A couple of weeks ago, I had a chance to experience a relatively new gathering along the supper club/shared eating model called Kitchensurfing. There’s a few of these types of web-driven companies that have popped up recently that aim to bring together folks around the communal experience of sharing food, something that sometimes gets lost in the take-away, eating-over-the-sink, cereal and/or toast for dinner wave that many of us fall victim to with our busy work and social lives. One of the people in my cooking course is involved with Kitchensurfing and arranged for me to participate in a lunch being held at Ger-Nis, a culinary education space in Gowanus, Brooklyn, that was prepared by The Breakfast Bachelor.
With Kitchensurfing, would-be clients can locate culinary resources in their city that suit their cooking and budgetary needs. The site has been live for about six months now. For the moment, the service is active in New York, Berlin, and Richmond, Virginia. The founders are currently in the process of rolling this out to several other cities as well.

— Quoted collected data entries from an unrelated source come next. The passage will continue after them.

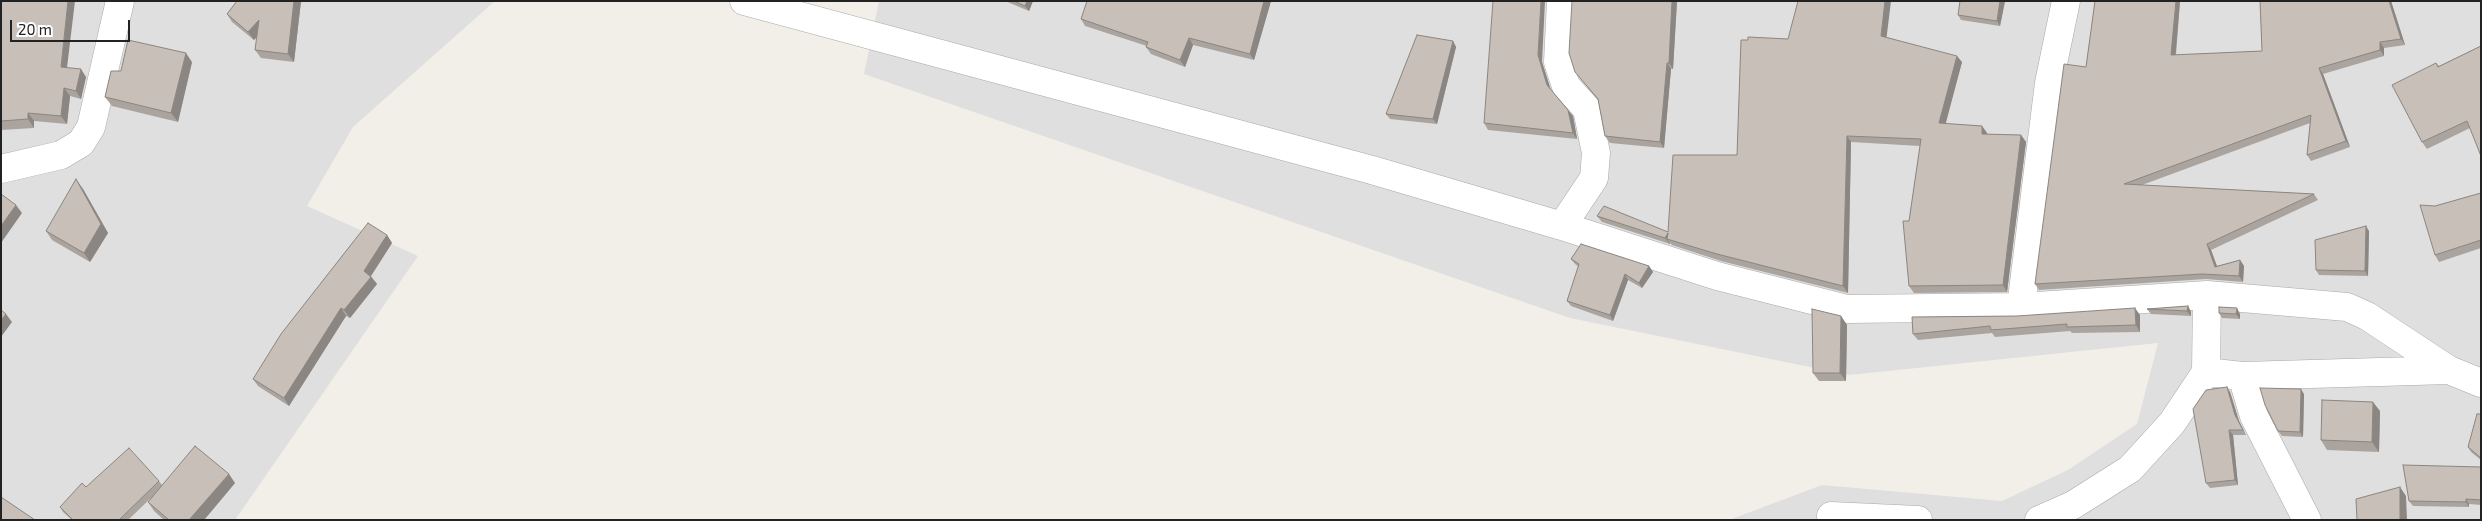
<!DOCTYPE html>
<style>
body{margin:0}
#map{position:relative;width:2482px;height:521px;overflow:hidden;background:#f2efe9;font-family:"Exo 2",sans-serif}
canvas{display:block}
.frame{position:absolute;inset:0;border:2px solid #222;pointer-events:none}
.scale{position:absolute;left:10px;top:20px;width:120px;height:22px;box-sizing:border-box;border:2px solid #222;border-top:0;padding-left:6px;font-size:15px;line-height:18px;white-space:nowrap;color:#222;-webkit-text-stroke:4px #fff;paint-order:stroke}
</style>
<div id="map">
<canvas width="2482" height="521"></canvas>
<div class="frame"></div>
<div class="scale">20 m</div>
</div>
<script>
const g = document.querySelector('canvas').getContext('2d');
g.lineJoin = 'round';
function paint(path, color) { g.fillStyle = color; g.fill(path, 'evenodd'); }
const toPath = rows => new Path2D(rows.map(r => 'M' + r).join(''));
function stroke(path, color, width, dash) { g.strokeStyle = color; g.lineWidth = width; g.lineCap = dash ? 'butt' : 'round'; g.setLineDash(dash || []); g.stroke(path); }
const residential = toPath([
 [1,1,495,1,353,127,307,206,418,256,235,520,1,520],
 [879,1,2481,1,2481,520,1729,520,1822,485,2002,501,2068,470,2137,424,2158,343,1849,375,1570,318,864,74]
]);
const street = toPath([
 [744,1,1372,170,1562,226,1717,276,1847,309,2021,307,2207,295,2347,307,2367,316,2449,370,2481,383],
 [1561,1,1558,62,1566,86,1587,109,1596,153,1594,178,1562,226],
 [1,169,61,155,81,143,91,127,120,1],
 [2021,307,2049,83,2066,1],
 [2206,372,2242,376,2449,370],
 [2242,376,2254,416,2307,520],
 [1831,516,1918,520],
 [2039,520,2073,505,2130,469,2172,423,2206,372,2207,295]
]);
const wall = toPath([
 [1,1,67,68,86,77,81,99,70,96,67,124,34,121,34,128,1,130],
 [237,1,301,1,294,62,261,58,255,50,257,37,254,40,232,22,227,14],
 [1005,1,1033,1,1029,11],
 [1087,1,1271,1,1254,60,1193,45,1185,67,1151,54,1146,47,1147,46,1085,26,1081,19],
 [1677,1,1673,69,1671,69,1664,148,1610,143,1605,136,1598,100,1575,72],
 [2005,1,2000,26,1961,20,1958,15],
 [2095,1,2180,1,2176,55,2262,51,2260,1,2391,1,2405,45,2384,48,2384,56,2323,74,2350,147,2311,161,2307,155,2310,123,2142,185,2314,194,2318,200,2211,250,2217,266,2240,260,2244,266,2243,282,2206,279,2039,290,2035,284,2086,67],
 [1886,37,1962,62,1945,124,1982,126,1987,133,1987,134,2021,135,2026,142,2007,292,1914,293,1909,286,1909,221,1920,146,1851,142,1848,293,1721,261,1672,245,1670,243,1670,244,1602,222,1597,216,1668,232,1737,155,1788,39],
 [1453,41,1456,47,1437,124,1390,119,1386,114],
 [2481,46,2470,128,2427,149,2422,142,2436,63,2439,66],
 [192,62,178,122,112,106,105,97,121,71],
 [1542,62,1551,90,1573,116,1577,139,1488,130,1484,123],
 [83,189,108,233,90,262,52,240,46,231],
 [2481,193,2481,248,2439,262,2435,255,2435,206],
 [2369,231,2368,276,2319,275,2316,270],
 [387,235,392,243,371,276,377,284,350,318,346,316,289,406,258,386,253,379],
 [1571,259,1649,266,1653,272,1642,288,1628,280,1613,321,1571,306,1567,301,1579,267,1575,264],
 [2188,306,2191,312,2191,316,2151,314,2147,309],
 [2219,313,2240,314,2240,319,2222,318],
 [2140,315,2140,332,2072,333,2070,331,1995,337,1992,333,1918,340,1913,334,1912,317],
 [1841,316,1847,325,1846,381,1819,381,1813,373],
 [2230,392,2239,421,2246,435,2233,435,2238,485,2210,488,2206,483],
 [2304,394,2303,437,2282,436,2278,431],
 [2380,411,2379,452,2327,450,2321,440],
 [2481,414,2481,460,2471,452,2468,447],
 [2481,467,2481,505,2469,504,2469,507,2413,506,2409,501],
 [159,481,162,485,235,483,204,520,164,520,154,511,148,502,152,497,128,520,72,520,63,512,60,507,86,487]
]);
const shadedWall = toPath([
 [68,1,75,1,66,76,61,67],
 [294,1,301,1,294,62,288,54],
 [1027,1,1033,1,1029,11,1025,6],
 [1264,1,1271,1,1254,60,1250,54],
 [1541,1,1545,1,1542,62,1551,91,1547,85,1538,55],
 [1672,1,1677,1,1673,69,1669,63],
 [1885,1,1891,1,1886,42,1881,36],
 [2000,1,2005,1,2000,26,1997,21],
 [2176,1,2180,1,2175,61,2171,55],
 [2389,1,2391,1,2405,45,2401,39],
 [259,20,265,28,254,40,248,32],
 [1189,38,1193,45,1185,67,1180,60],
 [1453,41,1456,47,1437,124,1433,119],
 [2380,42,2384,48,2384,56,2380,50],
 [186,53,192,62,178,122,171,113],
 [1957,56,1962,62,1944,130,1939,123],
 [1667,63,1671,69,1664,148,1660,142],
 [2319,68,2323,74,2350,147,2346,141],
 [81,69,86,77,81,99,76,91],
 [64,88,70,96,67,124,61,116],
 [1568,110,1573,116,1577,139,1573,133],
 [28,113,34,121,34,128,28,119],
 [1982,126,1987,133,1986,141,1982,134],
 [2021,135,2026,142,2007,292,2003,285],
 [1847,136,1851,142,1848,293,1843,286],
 [76,179,83,189,108,233,90,262,84,253],
 [16,205,22,213,1,243,1,226],
 [2366,226,2369,231,2368,276,2365,271],
 [1668,233,1667,239,1670,243,1670,244,1665,238],
 [387,235,392,243,369,279,364,271],
 [2207,244,2211,250,2219,272,2215,267],
 [2240,260,2244,266,2243,282,2239,276],
 [1649,266,1653,272,1642,288,1639,283],
 [1625,274,1628,280,1613,321,1610,315],
 [371,277,377,284,350,318,344,310],
 [2188,306,2191,312,2191,316,2187,311],
 [341,308,346,316,289,406,284,398],
 [2135,308,2140,315,2140,332,2136,325],
 [2237,308,2240,314,2240,319,2236,314],
 [6,314,12,322,1,337,1,320],
 [1841,316,1847,325,1846,381,1840,373],
 [2227,387,2230,392,2239,421,2246,435,2243,430,2235,415],
 [2301,389,2304,394,2303,437,2300,432],
 [2373,402,2380,411,2379,452,2372,442],
 [2229,430,2233,435,2238,485,2235,480],
 [229,474,235,483,204,520,189,520],
 [2400,487,2406,496,2407,520,2400,520],
 [2466,499,2469,504,2469,507,2466,502]
]);
const building = toPath([
 [1,1,68,1,61,67,81,69,76,91,64,88,61,116,28,113,28,119,1,121,1,1],
 [237,1,294,1,288,54,255,50,259,20,248,32,227,14,237,1],
 [1014,1,1027,1,1025,6,1014,1],
 [1087,1,1264,1,1250,54,1189,38,1180,60,1146,47,1148,42,1081,19,1087,1],
 [1493,1,1541,1,1538,55,1547,85,1568,110,1573,133,1484,123,1493,1],
 [1572,1,1672,1,1669,63,1667,63,1660,142,1605,136,1598,99,1575,72,1569,53,1572,1],
 [1798,1,1885,1,1881,36,1957,56,1939,123,1982,126,1982,134,2021,135,2003,285,1909,286,1903,221,1909,221,1921,139,1847,136,1843,286,1717,254,1667,239,1668,233,1665,238,1597,216,1604,206,1668,232,1673,155,1737,155,1741,40,1748,40,1748,37,1788,39,1798,1],
 [1960,1,2000,1,1997,21,1958,15,1960,1],
 [2095,1,2176,1,2171,55,2262,51,2260,1,2389,1,2401,39,2380,42,2380,50,2319,68,2346,141,2307,155,2311,115,2124,184,2314,194,2207,244,2215,267,2240,260,2239,276,2202,274,2035,284,2064,64,2086,67,2095,1],
 [1417,35,1453,41,1433,119,1386,114,1417,35],
 [128,40,186,53,171,113,105,97,111,71,121,71,128,40],
 [2481,46,2481,156,2467,121,2422,142,2392,85,2436,63,2438,67,2481,46],
 [76,179,101,224,84,253,46,231,76,179],
 [2481,193,2481,240,2435,255,2420,205,2435,206,2481,193],
 [1,194,16,205,1,226,1,194],
 [368,223,387,235,364,271,371,277,344,310,341,308,284,398,253,379,281,334,368,223],
 [2366,226,2365,271,2316,270,2315,240,2366,226],
 [1581,244,1649,266,1639,283,1625,274,1610,315,1567,301,1579,264,1571,259,1581,244],
 [2188,306,2187,311,2147,309,2188,306],
 [2219,307,2237,308,2236,314,2219,313,2219,307],
 [2135,308,2136,325,2067,327,2067,324,1991,330,1990,326,1913,334,1912,317,2017,316,2135,308],
 [1812,309,1841,316,1840,373,1813,373,1812,309],
 [1,310,6,314,1,320,1,310],
 [2227,387,2235,415,2243,430,2229,430,2235,480,2206,483,2193,409,2206,390,2227,387],
 [2260,388,2301,389,2300,432,2278,431,2265,405,2260,388],
 [2322,400,2373,402,2372,442,2321,440,2322,400],
 [2477,414,2481,414,2481,458,2468,447,2477,414],
 [195,446,229,474,189,520,169,520,148,502,195,446],
 [129,448,159,481,119,520,73,520,60,507,82,483,86,487,129,448],
 [2403,465,2481,467,2481,500,2466,499,2466,502,2409,501,2403,465],
 [2400,487,2400,520,2357,520,2356,499,2400,487],
 [1,497,35,520,1,520,1,497]
]);
paint(residential, '#e0dfdf');
stroke(street, '#a9a9a9', 29);
stroke(street, '#fff', 28);
paint(wall, '#aba49e');
paint(shadedWall, '#8b8681');
paint(building, '#c7bfb8');
stroke(building, '#8b8681', 1);
</script>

This is an easy and convenient way to put together a dinner party without you, the host, having to prepare everything for your guests, and you can fix the price for the meal in advance, working with the chef, based upon the rates that are advertised on the website. Clients provide the space for the event.
For this luncheon, I got together with other self-employed/freelance folks on a weekday to enjoy a light, three-course meal and some interesting conversations that ranged from the eating habits of millennials to the culture of start-ups and working with reclaimed wood to create new salable products. The summery, herbal Strawberry-Thyme Soda that Alex had created to go along with the meal fit perfectly with the light banter around the table as the guests got to know each other and discussed their businesses. A peppery, citrusy salad started off the meal on a refreshing note.
For our main course, the chef had fixed a dish that he explained was “a bit of both” a knife and a fork food, when guests inquired as to how to eat it. This banh mi-inspired creation had a light heat alongside of tangy vegetables and cooling cilantro. During the lunch, I had the pleasure of speaking with Chris Muscarella, one of the founders of Kitchensurfing. He said their impetus was to serve as a resource to put together eaters and chefs.
As we talked more about how their chef-eater matching model work, we broke into the chocolate-filled dessert pastry, scooping up plump, sweet raspberries and bits of luscious, fresh cream. For the moment, he explained between taking bites of this sweet conconction, they are renting out the space at Ger-Nis, which gives them a physical location for holding classes and meals, but the fact that events can be put together anywhere anyone has a space just by linking them to a chef is really the core of what they do. Their database is still growing, but they already have chefs who are willing to travel to different locations wherever there is an audience of consumers.
I really enjoy the whole process of organizing a dinner party from the menu planning to the guest list to (albeit a lesser extent) the clean-up stage; however, I know that many people do not like doing this and find entertaining to be a tedious and daunting task. Kitchensurfing seems like a terrific alternative for those who would like to host their friends at home or even in another space but who don’t want to have to prepare all the food themselves or to have it more formally catered. The array of chefs in the database also means you can reach outside of your culinary comfort zone and host a party that features a cuisine that might not be in your particular cooking repertoire or even possibly include a short cooking demonstration for your guests in addition to the meal.